## WORK INSTRUCTIONS
Skip any image you find and restate the rest of the data word for word.

Stored data entries:
-.-.-
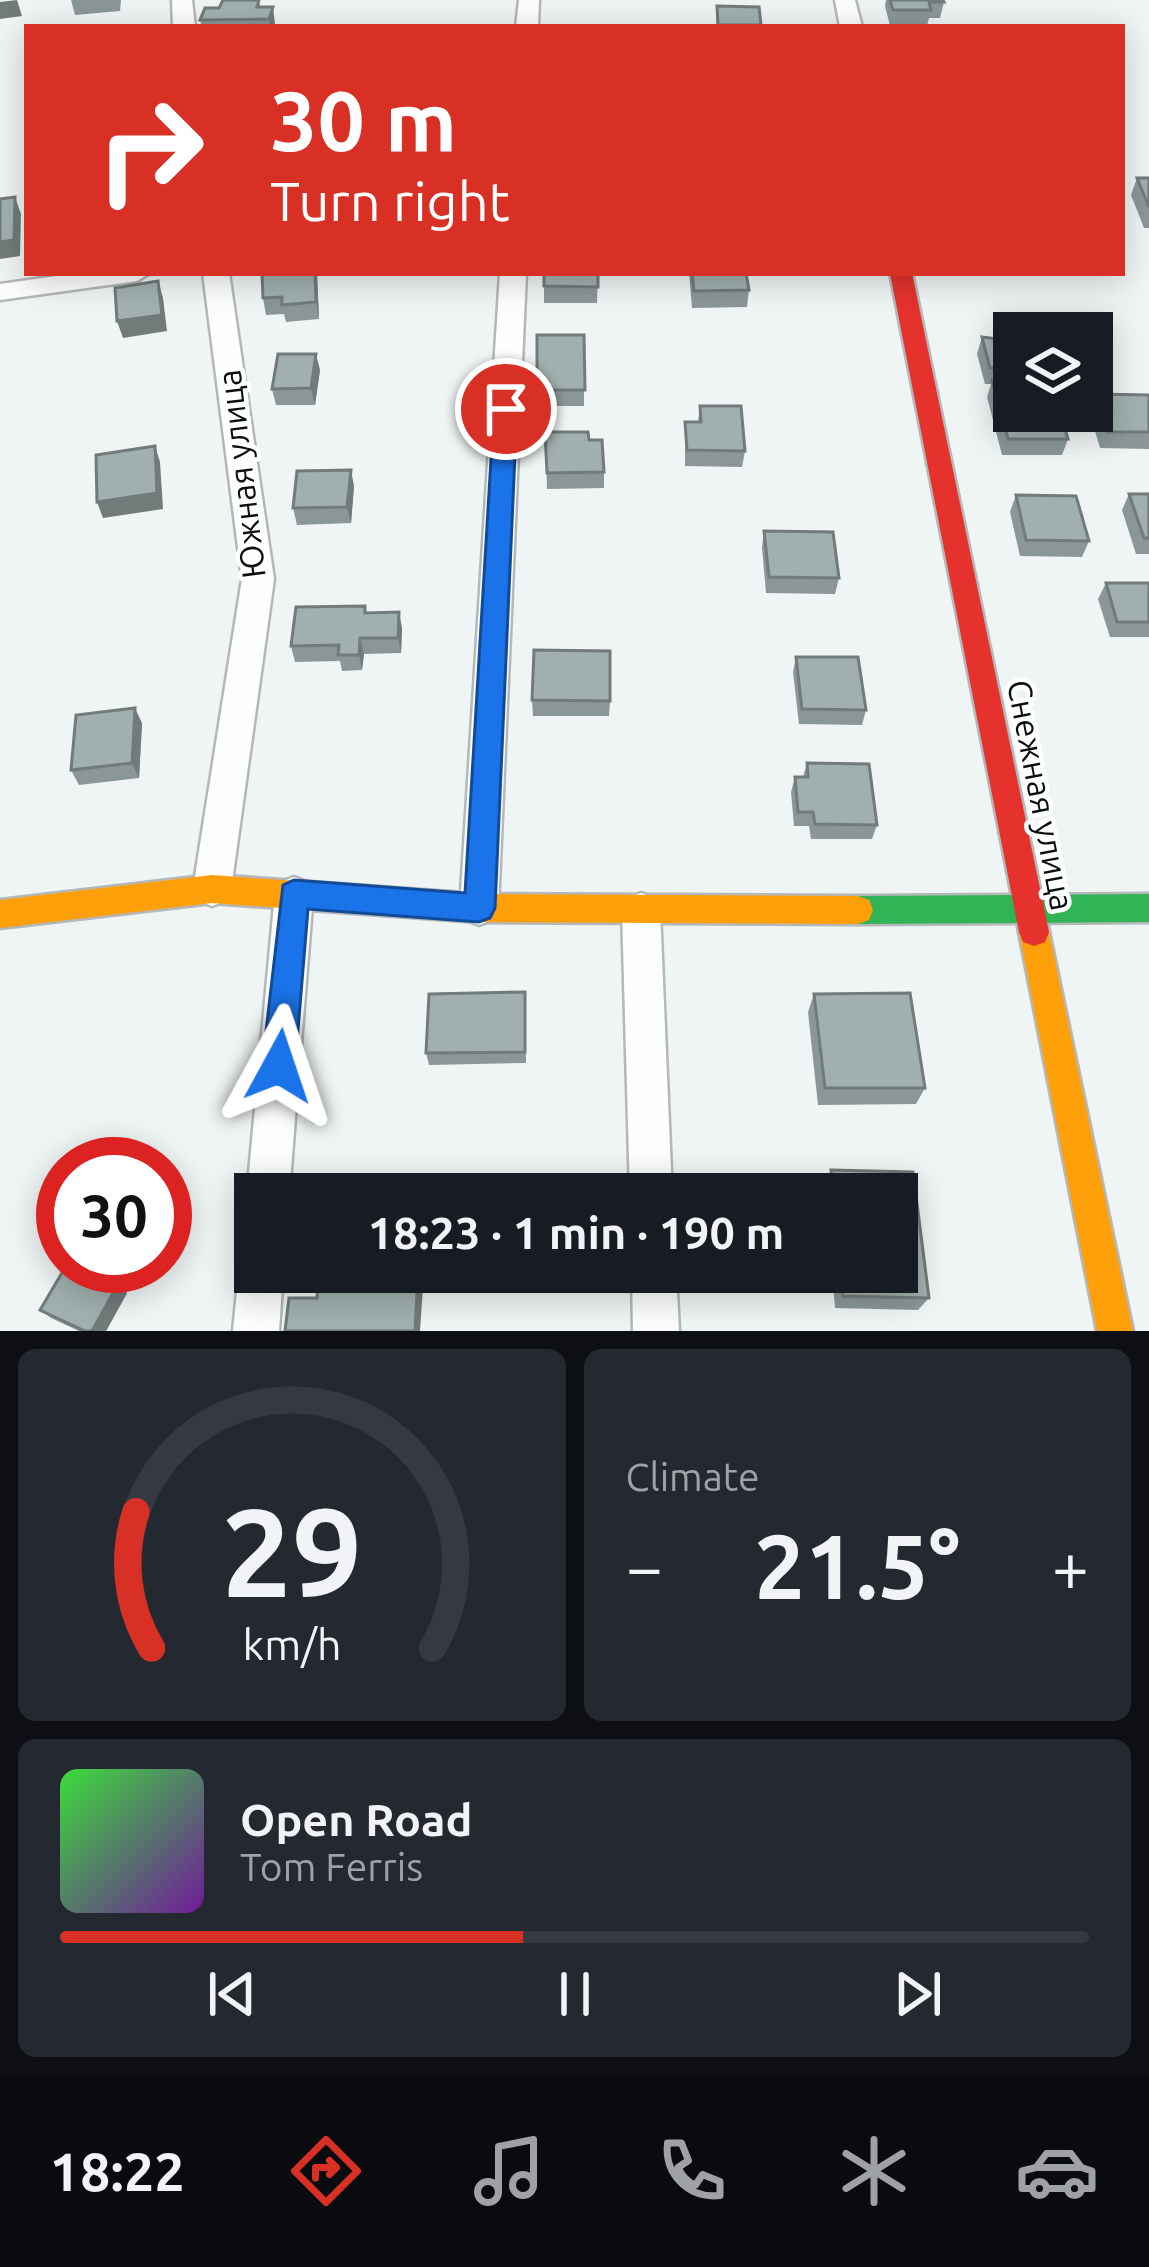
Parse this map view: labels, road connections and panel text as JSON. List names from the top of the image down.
{
  "streets": {
    "street": ["Южная улица", "Снежная улица"]
  },
  "page": {
    "turn": ["30 m", "Turn right"],
    "limit": "30",
    "trip": "18:23 · 1 min · 190 m",
    "tile": "Climate",
    "heat": ["−", "21.5°", "+"],
    "song": ["Open Road", "Tom Ferris"],
    "tabs": "18:22",
    "gauge": ["29", "km/h"]
  }
}
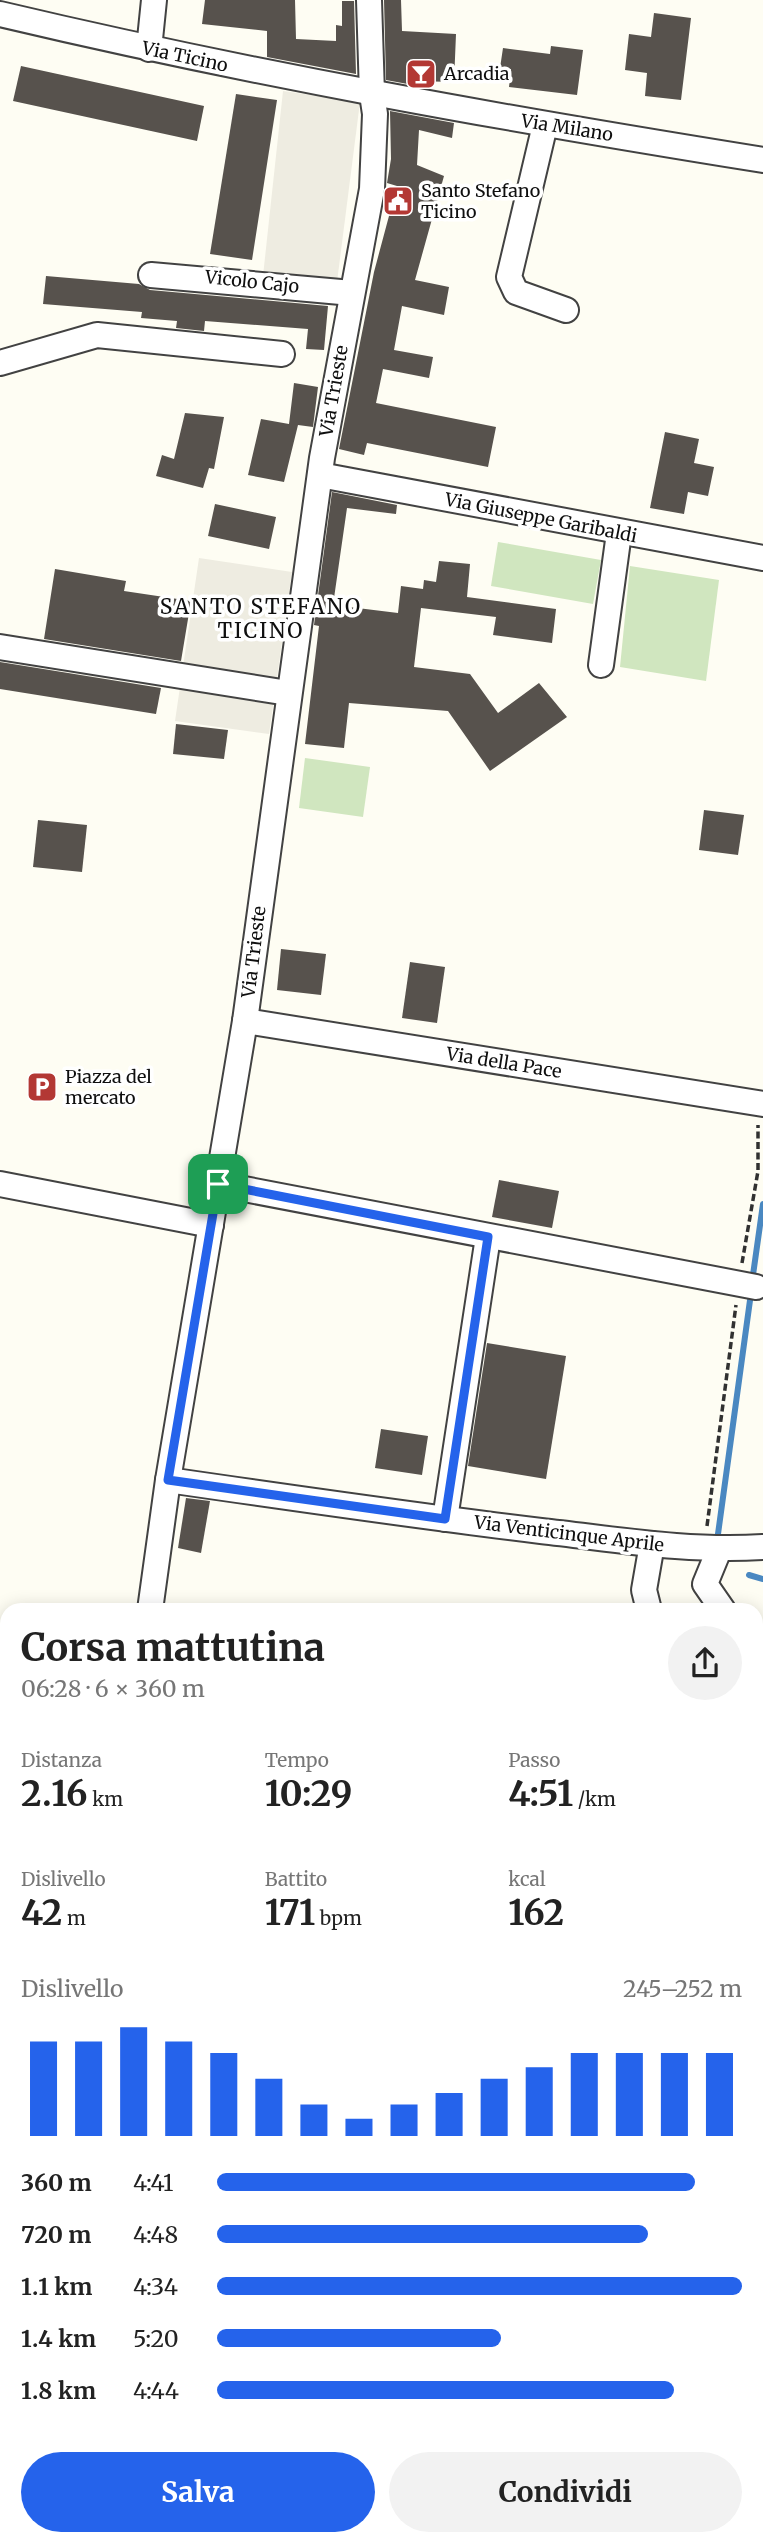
-.-.-
## ANSWER TO THIS TASK
Parse this map view: labels, road connections and panel text as JSON. List names from the top of the image down.
{
  "streets": {
    "street": ["Южная улица", "Снежная улица"]
  },
  "page": {
    "turn": ["30 m", "Turn right"],
    "limit": "30",
    "trip": "18:23 · 1 min · 190 m",
    "tile": "Climate",
    "heat": ["−", "21.5°", "+"],
    "song": ["Open Road", "Tom Ferris"],
    "tabs": "18:22",
    "gauge": ["29", "km/h"]
  }
}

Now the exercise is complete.